Published on May 2, 2012




> The scope of the sFly project (2009-2011) was to develop a system of multiple vision-controlled micro aerial vehicles that are capable of autonomous navigation in GPS-denied environments, 3D mapping, and radio-beacons localization. The Sfly MAV's are fully autonomous. Flight control is done by computer vision and runs entirely onboard. No laser rangefinder or GPS are used, but just onboard cameras running at 30 Hz. An on-board monocular visual slam computes local camera poses and sparse features. These estimated poses are fused with the IMU measurements in a filter. "An additional stereo system captures image data while the MAVs explore the environment. These image data are used to compute a detailed dense 3D model of the environment. An off-board visual SLAM module computes a global map by utilizing loop detection and bundle adjustment optimization.

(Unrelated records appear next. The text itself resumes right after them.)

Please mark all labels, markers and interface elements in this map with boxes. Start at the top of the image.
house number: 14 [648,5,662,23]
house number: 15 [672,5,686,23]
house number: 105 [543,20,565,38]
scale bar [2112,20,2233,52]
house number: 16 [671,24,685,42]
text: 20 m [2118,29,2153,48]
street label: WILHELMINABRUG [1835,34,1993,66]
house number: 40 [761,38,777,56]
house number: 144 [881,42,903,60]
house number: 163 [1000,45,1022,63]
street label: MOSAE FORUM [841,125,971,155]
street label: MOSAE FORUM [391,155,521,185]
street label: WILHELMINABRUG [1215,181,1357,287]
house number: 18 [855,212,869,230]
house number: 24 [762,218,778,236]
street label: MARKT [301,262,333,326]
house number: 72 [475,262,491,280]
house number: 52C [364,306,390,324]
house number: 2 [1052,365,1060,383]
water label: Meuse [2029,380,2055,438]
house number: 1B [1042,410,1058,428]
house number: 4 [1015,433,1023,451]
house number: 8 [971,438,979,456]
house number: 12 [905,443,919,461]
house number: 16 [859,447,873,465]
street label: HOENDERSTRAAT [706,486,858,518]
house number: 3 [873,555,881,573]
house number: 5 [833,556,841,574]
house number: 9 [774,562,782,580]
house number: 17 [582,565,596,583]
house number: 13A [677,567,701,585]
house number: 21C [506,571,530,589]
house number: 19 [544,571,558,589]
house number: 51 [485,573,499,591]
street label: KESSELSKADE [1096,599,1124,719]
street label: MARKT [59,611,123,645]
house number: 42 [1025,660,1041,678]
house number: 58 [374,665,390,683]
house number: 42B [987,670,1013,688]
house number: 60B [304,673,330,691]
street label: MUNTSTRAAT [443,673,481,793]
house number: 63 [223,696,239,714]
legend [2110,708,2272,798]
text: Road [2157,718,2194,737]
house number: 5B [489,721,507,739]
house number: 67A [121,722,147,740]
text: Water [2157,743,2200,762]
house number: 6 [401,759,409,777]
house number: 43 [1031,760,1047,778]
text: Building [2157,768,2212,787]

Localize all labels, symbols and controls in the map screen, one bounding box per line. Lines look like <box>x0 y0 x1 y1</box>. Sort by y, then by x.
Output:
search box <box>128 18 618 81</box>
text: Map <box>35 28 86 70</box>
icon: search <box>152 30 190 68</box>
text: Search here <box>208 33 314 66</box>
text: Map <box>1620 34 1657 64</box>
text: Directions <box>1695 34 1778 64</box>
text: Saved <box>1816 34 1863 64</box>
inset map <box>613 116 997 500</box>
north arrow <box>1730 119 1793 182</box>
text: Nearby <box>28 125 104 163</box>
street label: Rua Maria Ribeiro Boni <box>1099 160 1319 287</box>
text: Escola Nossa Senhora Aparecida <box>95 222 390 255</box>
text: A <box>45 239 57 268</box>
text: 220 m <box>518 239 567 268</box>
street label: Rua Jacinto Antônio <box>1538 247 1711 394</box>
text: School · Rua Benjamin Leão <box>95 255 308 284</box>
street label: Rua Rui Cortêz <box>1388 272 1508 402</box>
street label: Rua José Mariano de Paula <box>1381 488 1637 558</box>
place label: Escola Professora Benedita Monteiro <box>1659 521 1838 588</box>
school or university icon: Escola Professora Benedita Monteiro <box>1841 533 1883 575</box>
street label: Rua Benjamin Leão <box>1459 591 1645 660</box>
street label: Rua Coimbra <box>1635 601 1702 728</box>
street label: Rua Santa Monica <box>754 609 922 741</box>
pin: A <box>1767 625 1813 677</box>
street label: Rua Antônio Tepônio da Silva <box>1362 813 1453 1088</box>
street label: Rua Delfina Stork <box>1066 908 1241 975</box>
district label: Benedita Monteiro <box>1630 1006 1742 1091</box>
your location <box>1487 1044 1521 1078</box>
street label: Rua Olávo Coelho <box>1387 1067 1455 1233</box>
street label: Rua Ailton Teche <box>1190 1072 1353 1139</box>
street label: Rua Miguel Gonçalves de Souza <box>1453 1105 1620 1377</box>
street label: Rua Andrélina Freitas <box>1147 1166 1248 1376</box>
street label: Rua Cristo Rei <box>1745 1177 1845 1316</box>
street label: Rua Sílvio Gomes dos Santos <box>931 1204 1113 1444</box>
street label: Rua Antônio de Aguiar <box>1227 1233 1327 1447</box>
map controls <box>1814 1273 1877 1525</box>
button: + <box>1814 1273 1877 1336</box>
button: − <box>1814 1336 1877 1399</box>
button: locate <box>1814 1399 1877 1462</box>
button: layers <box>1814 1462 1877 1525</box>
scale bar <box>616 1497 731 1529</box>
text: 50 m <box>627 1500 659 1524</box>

The individual maps from the MAVs are merged into a single global map. A 3D occupancy grid map is generated by depthmap fusion in the final step of the mapping process. A cognitive adaptive optimization algorithm is used to compute the optimal surveillance positions for the MAVs based on the generated 3D map of the environment. The MAVs reach the optimal surveillance positions autonomously by waypoint navigation. The MAVs locate the radio beacon by measuring the power of the received radio signal (RSSI value). We envisage that in the near future our sFly MAVs will play a major role in tasks such as search and rescue, inspection, and environment monitoring.

----------